I found a feasible solution. Because pymongodb is not fork-safe, we must be careful about fork() when using MongoClient instances. In particular, MongoClient instances must never be copied from the parent process to the child process. Instead, the parent process and each child process must create their own MongoClient instance.

here is my code. This does work, when num_workers > 0.

import torch
from torch.utils.data import Dataset, DataLoader
import pymongo
from pymongo import MongoClient

client = MongoClient('localhost', 27017, connect=False)
db = client.dataset
collection = db.train

class MyDataset(Dataset):
    def __init__(self, trian=True):
        self.trian = trian
        
    def __getitem__(self, idx):
        if self.train:
            data_i = collection.find_one({'index': idx}) 
        else:
            data_i = collection.find_one({'index': idx}) 
        
        return data_i 
        
    def __len__(self):
        return collection.estimated_document_count()  

def collate_fn(recs): 
    forward = list(map(lambda x: x['forward'], recs)) 
    backward = list(map(lambda x: x['backward'], recs)) 

    def to_tensor_dict(recs):
        values = torch.FloatTensor(list(map(lambda r: r['values'], recs)))
        masks = torch.FloatTensor(list(map(lambda r: r['masks'], recs)))
        deltas = torch.FloatTensor(list(map(lambda r: r['deltas'], recs)))

        evals = torch.FloatTensor(list(map(lambda r: r['evals'], recs)))
        eval_masks = torch.FloatTensor(list(map(lambda r: r['eval_masks'], recs)))
        forwards = torch.FloatTensor(list(map(lambda r: r['forwards'], recs)))
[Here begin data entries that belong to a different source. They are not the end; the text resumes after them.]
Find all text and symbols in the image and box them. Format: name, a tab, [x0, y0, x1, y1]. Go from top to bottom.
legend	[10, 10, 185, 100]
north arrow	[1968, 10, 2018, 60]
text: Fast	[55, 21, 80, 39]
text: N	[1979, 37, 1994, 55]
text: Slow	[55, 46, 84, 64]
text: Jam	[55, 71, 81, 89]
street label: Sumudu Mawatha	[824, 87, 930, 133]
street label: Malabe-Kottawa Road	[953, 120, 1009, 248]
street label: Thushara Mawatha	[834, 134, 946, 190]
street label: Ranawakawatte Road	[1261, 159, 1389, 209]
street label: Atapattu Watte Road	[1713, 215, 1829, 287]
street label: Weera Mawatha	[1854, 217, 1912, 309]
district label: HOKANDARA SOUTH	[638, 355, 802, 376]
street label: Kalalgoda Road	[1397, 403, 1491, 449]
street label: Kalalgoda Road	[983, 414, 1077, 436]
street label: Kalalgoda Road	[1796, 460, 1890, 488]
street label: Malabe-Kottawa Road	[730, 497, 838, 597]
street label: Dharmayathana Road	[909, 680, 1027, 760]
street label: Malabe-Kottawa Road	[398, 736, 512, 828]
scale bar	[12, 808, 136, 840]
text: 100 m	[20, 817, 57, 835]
        return {'values': values, 'forwards': forwards, 'masks': masks, 'deltas': deltas,
                'evals': evals, 'eval_masks': eval_masks}

    # transform recs to tensor dict
    ret_dict = {'forward': to_tensor_dict(forward), 'backward': to_tensor_dict(backward)}
    ret_dict['labels'] = torch.FloatTensor(list(map(lambda x: x['label'], recs))) 
    ret_dict['is_train'] = torch.FloatTensor(list(map(lambda x: x['is_train'], recs)))

    return ret_dict

def get_loader(batch_size = 64, shuffle = True):
    data_set = MyDataset()
    data_iter = DataLoader(dataset = data_set,
                           batch_size = batch_size,
                           num_workers = 4,
                           shuffle = shuffle,
                           pin_memory = True,
                           collate_fn = collate_fn )

    return data_iter

if __name__ == '__main__':
    data_loader = get_loader(batch_size=32, shuffle = True)
    for idx, data in enumerate(data_loader):
        print(idx)

Felix_Labelle · July 16, 2020, 8:34pm

I haven’t played with this code in a while. Your suggestion looks good, I’ll give it a shot and get back to you with the results (probably this weekend).